Al acercarnos, un terrible alboroto surgió de uno de los edificios linderos y Donas se espantó y retrocedió. Como buen jinete inexperto, caí enseguida y aterricé en el camino polvoriento. Con una clara conciencia de la importancia relativa de las cosas, Jamie saltó para coger las riendas y me dejó allí tirada.

Los perros ya los tenía casi encima, gruñendo y ladrando, cuando logré ponerme de pie. Ante mis ojos, nublados por el pánico, parecían por lo menos una docena, con dientes enormes y expresiones malvadas. Jamie gritó.

¡Bran! ¡Luke! Sheas!

Confundidos, los perros se detuvieron en seco a medio metro de distancia. Esperaron entre gruñidos hasta que Jamie volvió a hablar.

Sheas, mo maise! ¡Quietos, salvajes! —Obedecieron y el más grande comenzó a mover la cola, vacilante—. Claire, ven a coger el caballo. Donas no permitirá que se acerquen. Es a mí a quien quieren. Camina despacio y no te harán daño. —Hablaba en tono sosegado para no alarmar al caballo ni a los perros. Yo no estaba tan tranquila, pero avancé con cuidado hasta él. Donas sacudió la cabeza y levantó los ojos cuando cogí las riendas, pero no estaba de humor para tolerar caprichos. Tiré con firmeza y sujeté el cabestro.

Los gruesos labios de terciopelo se elevaron sobre los dientes y pegué otro tirón. Acerqué el rostro al enorme ojo dorado y le clavé la mirada.

—Ni se te ocurra —le advertí—, o terminarás convertido en comida para perros y no moveré un dedo para salvarte.

Mientras tanto, Jamie caminaba despacio hacia los perros, con una mano extendida hacia ellos en forma de puño. En realidad, lo que me había parecido una enorme jauría eran sólo cuatro animales: un pequeño terrier pardo, dos ovejeros y un enorme monstruo negro y pardo.

Esta portentosa bestia estiró un cuello más grueso que mi cintura y olió con suavidad los nudillos extendidos. La cola, del tamaño de la cadena de un barco, se agitaba de un lado a otro con creciente fervor. Luego el animal echó hacia atrás su inmensa cabeza, aulló de alegría y se abalanzó sobre su amo, que cayó redondo al suelo.

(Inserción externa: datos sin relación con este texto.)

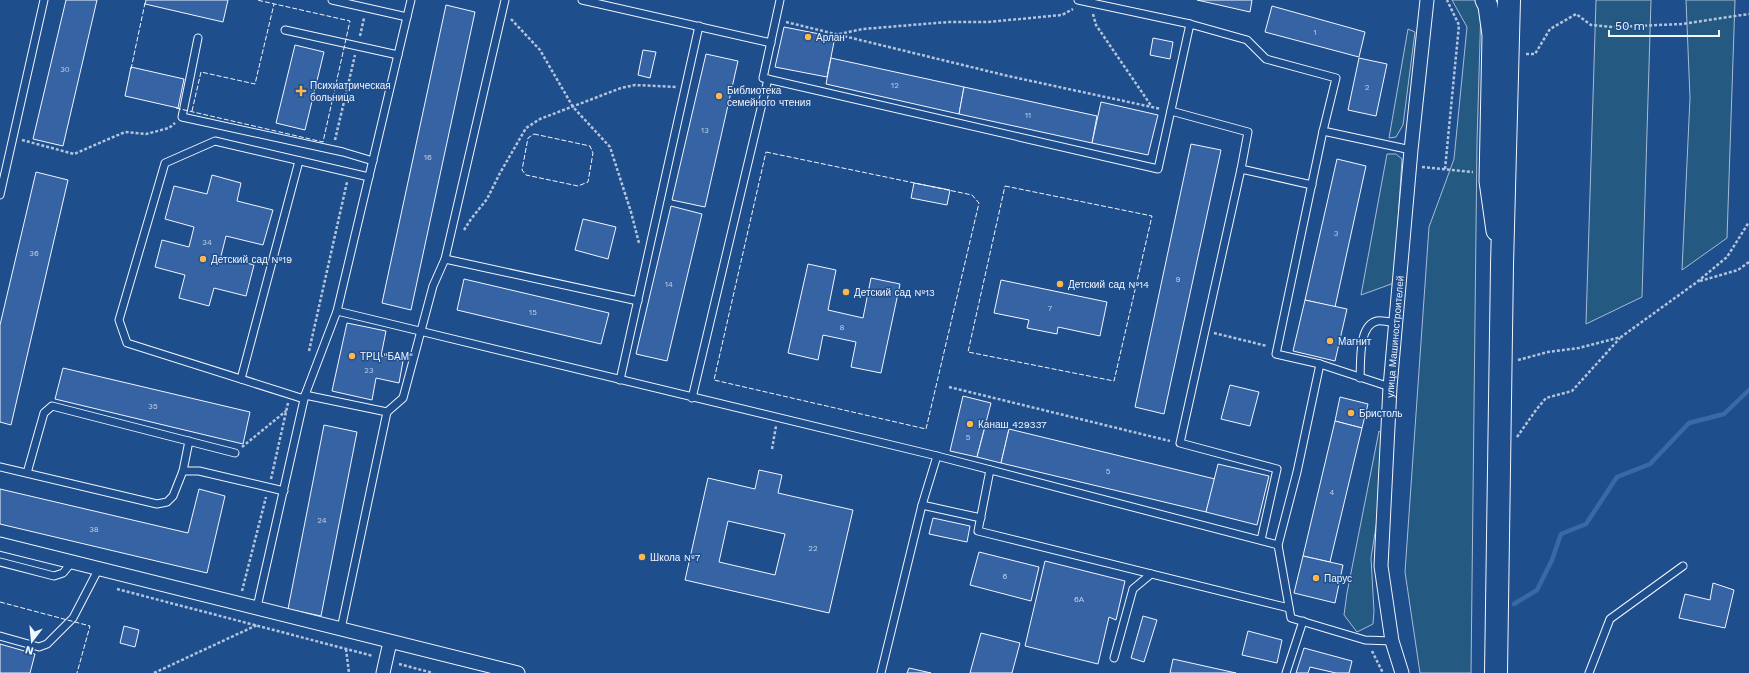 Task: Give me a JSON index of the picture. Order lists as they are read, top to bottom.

—«Ulises regresa de la Guerra de Troya y es reconocido por su leal perro» —comenté a Donas, que resopló para dar su opinión de Homero o del indecoroso despliegue de emoción en el camino.

Jamie reía y acariciaba el pelaje de los perros. Les tiraba de las orejas mientras los canes intentaban lamerle el rostro todos a un tiempo. Por fin, los apartó lo suficiente como para ponerse en pie, pero le costó mantener el equilibrio debido a las exaltadas demostraciones de afecto.

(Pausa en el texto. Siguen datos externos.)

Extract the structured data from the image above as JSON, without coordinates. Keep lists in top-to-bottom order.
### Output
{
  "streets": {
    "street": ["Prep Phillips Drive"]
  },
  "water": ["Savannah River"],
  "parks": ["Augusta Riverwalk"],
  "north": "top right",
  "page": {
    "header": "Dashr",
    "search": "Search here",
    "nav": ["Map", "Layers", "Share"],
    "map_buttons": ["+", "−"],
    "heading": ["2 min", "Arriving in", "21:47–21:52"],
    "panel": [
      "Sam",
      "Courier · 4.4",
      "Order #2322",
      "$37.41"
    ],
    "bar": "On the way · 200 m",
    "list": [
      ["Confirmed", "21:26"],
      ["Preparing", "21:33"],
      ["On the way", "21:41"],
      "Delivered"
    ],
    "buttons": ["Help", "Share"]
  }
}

—Bueno, al menos alguien se alegra de verme —manifestó con una sonrisa y palmeó la cabeza de la bestia—. Ése es Luke —señaló al terrier— y Elphin y Mars. Son hermanos, muy buenos ovejeros. Y éste es Bran —concluyó mientras acariciaba la enorme cabeza negra, que le dio un agradecido lametón.

—Tendré que confiar en ti —respondí y extendí un nudillo para que lo oliera—. ¿Qué es?

—Un sabueso para cazar ciervos. —Le rascó las orejas enhiestas y recitó:

Así eligió Fingal a sus perros:

ojos endrinos, orejas como hojas,

pecho de caballo, colmillos afilados

y la cola muy lejos de la cabeza.

—Si ésos son los requerimientos, entonces tienes razón —apunté mientras estudiaba a Bran—. Si tuviera la cola más lejos de la cabeza, podrías montarlo.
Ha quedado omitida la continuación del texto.